#### [The task]
Line filter on the word "lines": copy each matching line from the entries.

Data extracts START

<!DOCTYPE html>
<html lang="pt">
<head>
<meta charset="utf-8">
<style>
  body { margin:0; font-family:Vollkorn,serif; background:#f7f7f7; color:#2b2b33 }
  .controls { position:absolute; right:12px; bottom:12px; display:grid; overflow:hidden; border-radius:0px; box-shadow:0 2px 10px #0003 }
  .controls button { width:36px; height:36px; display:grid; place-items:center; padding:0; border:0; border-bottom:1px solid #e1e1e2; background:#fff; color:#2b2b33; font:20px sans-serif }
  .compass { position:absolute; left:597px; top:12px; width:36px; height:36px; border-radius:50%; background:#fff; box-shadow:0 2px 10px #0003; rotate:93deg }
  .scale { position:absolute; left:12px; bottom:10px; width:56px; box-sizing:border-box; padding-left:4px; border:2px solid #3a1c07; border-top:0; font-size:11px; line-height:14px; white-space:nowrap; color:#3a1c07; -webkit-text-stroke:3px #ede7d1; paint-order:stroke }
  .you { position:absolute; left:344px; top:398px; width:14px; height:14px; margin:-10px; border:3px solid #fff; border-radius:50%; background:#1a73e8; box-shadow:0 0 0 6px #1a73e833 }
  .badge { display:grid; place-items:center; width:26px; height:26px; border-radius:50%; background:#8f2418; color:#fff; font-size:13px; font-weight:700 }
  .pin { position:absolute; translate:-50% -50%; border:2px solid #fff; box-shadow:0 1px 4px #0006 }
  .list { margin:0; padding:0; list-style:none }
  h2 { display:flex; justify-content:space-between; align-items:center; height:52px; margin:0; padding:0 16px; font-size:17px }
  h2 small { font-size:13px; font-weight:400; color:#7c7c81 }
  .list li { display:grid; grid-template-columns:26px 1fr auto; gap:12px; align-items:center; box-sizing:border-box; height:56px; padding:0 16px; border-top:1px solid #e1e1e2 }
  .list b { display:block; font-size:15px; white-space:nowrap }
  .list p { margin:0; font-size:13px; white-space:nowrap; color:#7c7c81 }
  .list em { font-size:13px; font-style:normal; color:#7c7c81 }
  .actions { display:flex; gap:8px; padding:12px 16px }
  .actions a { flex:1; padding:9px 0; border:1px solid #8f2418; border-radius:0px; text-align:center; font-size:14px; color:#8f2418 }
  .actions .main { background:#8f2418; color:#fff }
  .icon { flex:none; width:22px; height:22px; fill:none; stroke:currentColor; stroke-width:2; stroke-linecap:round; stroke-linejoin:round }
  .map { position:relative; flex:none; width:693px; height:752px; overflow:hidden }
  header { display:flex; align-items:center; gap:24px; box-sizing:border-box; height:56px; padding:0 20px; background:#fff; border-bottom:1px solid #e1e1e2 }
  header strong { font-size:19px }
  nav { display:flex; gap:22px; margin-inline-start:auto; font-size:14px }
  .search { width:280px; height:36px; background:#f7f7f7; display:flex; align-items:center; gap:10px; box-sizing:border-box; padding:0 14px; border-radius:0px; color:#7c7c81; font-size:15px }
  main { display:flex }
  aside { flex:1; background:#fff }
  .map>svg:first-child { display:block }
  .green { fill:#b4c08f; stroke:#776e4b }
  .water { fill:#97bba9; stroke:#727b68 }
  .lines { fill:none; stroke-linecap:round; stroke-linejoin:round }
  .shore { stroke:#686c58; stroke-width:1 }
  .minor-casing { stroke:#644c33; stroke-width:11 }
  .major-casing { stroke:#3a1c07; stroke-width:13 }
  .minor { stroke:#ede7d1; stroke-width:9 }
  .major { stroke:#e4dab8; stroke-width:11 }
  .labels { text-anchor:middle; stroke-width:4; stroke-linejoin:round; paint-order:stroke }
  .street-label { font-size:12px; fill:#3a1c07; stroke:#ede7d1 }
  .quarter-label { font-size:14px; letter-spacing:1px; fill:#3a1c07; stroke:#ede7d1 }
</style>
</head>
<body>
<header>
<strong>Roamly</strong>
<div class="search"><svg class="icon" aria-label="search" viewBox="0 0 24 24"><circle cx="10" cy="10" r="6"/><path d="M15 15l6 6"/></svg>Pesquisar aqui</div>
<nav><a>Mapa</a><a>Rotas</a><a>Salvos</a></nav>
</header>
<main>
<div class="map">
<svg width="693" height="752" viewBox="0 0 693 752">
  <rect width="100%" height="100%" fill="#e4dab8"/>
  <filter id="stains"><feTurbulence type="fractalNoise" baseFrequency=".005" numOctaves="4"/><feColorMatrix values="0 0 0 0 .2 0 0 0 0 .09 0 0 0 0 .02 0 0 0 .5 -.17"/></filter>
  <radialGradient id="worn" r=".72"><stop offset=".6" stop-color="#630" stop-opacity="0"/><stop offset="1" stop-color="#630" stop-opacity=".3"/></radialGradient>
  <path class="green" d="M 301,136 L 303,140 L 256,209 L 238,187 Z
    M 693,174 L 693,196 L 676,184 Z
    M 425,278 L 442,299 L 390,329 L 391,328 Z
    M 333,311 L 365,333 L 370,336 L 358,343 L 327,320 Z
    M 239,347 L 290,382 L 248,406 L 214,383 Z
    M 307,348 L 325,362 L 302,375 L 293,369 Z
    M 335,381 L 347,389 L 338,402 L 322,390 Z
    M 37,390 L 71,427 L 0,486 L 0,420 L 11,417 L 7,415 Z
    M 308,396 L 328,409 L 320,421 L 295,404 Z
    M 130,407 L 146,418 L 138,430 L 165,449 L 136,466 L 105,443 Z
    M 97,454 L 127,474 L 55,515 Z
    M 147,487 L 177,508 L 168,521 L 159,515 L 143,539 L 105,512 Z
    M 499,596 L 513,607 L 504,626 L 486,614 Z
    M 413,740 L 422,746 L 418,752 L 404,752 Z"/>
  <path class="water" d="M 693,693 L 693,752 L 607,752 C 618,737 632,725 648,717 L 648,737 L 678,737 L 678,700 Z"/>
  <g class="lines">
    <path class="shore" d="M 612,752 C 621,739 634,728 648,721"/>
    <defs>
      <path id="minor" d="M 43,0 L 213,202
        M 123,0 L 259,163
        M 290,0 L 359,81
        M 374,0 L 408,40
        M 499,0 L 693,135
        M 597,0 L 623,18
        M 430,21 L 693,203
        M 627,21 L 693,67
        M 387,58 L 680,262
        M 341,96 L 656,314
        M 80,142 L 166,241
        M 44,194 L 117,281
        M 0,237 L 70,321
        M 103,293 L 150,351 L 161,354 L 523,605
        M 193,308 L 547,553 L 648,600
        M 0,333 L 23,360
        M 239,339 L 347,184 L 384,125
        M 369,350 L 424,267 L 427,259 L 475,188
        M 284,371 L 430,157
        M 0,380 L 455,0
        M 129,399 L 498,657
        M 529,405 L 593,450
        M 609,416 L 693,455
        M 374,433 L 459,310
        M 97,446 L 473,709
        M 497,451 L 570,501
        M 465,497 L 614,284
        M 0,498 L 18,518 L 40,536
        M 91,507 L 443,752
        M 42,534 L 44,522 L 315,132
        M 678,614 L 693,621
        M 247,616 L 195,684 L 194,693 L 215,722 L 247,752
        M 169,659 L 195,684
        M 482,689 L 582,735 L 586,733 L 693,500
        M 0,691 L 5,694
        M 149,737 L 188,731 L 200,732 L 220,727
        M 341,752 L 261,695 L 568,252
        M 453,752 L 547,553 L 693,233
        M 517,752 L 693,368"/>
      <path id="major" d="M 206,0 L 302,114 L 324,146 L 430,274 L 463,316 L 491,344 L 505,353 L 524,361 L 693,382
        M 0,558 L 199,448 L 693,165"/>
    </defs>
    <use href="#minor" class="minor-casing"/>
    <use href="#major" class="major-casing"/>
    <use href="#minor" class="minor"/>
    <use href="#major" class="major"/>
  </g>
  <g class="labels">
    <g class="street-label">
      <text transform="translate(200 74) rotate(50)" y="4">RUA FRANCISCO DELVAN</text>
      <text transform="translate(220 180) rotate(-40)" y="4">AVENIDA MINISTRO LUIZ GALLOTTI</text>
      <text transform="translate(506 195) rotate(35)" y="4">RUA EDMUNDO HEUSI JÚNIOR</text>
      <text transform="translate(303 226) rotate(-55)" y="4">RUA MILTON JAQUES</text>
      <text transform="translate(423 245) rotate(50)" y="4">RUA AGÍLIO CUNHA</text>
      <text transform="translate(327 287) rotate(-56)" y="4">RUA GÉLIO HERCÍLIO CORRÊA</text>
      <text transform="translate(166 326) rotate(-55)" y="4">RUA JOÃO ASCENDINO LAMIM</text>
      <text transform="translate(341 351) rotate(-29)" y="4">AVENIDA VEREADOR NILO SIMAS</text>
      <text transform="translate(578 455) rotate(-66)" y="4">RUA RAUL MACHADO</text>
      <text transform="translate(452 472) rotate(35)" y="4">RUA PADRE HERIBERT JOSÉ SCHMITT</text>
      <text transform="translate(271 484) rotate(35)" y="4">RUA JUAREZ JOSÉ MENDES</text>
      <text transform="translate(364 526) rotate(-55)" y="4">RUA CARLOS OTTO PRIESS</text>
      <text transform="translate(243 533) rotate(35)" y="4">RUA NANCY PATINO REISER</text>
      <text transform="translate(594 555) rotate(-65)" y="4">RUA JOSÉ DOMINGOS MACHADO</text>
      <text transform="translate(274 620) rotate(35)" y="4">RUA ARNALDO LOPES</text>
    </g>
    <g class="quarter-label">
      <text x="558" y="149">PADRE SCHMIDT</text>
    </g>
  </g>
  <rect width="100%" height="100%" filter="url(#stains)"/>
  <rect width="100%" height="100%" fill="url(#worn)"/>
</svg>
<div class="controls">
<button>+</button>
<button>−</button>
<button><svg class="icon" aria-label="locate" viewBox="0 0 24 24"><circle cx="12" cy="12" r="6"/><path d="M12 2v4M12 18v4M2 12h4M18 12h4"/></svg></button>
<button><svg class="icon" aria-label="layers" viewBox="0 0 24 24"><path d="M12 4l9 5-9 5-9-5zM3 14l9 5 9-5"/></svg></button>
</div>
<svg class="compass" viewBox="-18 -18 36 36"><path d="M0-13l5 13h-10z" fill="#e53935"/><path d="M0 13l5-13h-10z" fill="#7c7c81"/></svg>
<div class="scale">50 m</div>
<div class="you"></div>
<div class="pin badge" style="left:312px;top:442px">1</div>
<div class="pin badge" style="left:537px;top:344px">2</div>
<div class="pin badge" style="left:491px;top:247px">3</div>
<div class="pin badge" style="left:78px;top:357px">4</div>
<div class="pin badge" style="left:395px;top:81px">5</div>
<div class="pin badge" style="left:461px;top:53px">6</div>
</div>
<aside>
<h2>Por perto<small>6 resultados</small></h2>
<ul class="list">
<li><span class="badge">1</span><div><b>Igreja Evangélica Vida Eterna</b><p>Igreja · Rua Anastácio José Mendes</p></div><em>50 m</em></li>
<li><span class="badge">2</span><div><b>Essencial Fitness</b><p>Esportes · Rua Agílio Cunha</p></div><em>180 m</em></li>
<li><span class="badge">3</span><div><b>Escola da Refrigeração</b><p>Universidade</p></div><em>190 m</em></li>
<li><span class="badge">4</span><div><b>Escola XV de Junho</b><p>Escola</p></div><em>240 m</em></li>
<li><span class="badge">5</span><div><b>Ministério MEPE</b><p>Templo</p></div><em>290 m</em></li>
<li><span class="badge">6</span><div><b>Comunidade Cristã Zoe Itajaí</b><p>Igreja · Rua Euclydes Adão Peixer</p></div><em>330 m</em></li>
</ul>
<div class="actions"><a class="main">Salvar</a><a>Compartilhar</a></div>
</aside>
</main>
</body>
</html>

Data extracts END

#### [Completed task]
  .lines { fill:none; stroke-linecap:round; stroke-linejoin:round }
  <g class="lines">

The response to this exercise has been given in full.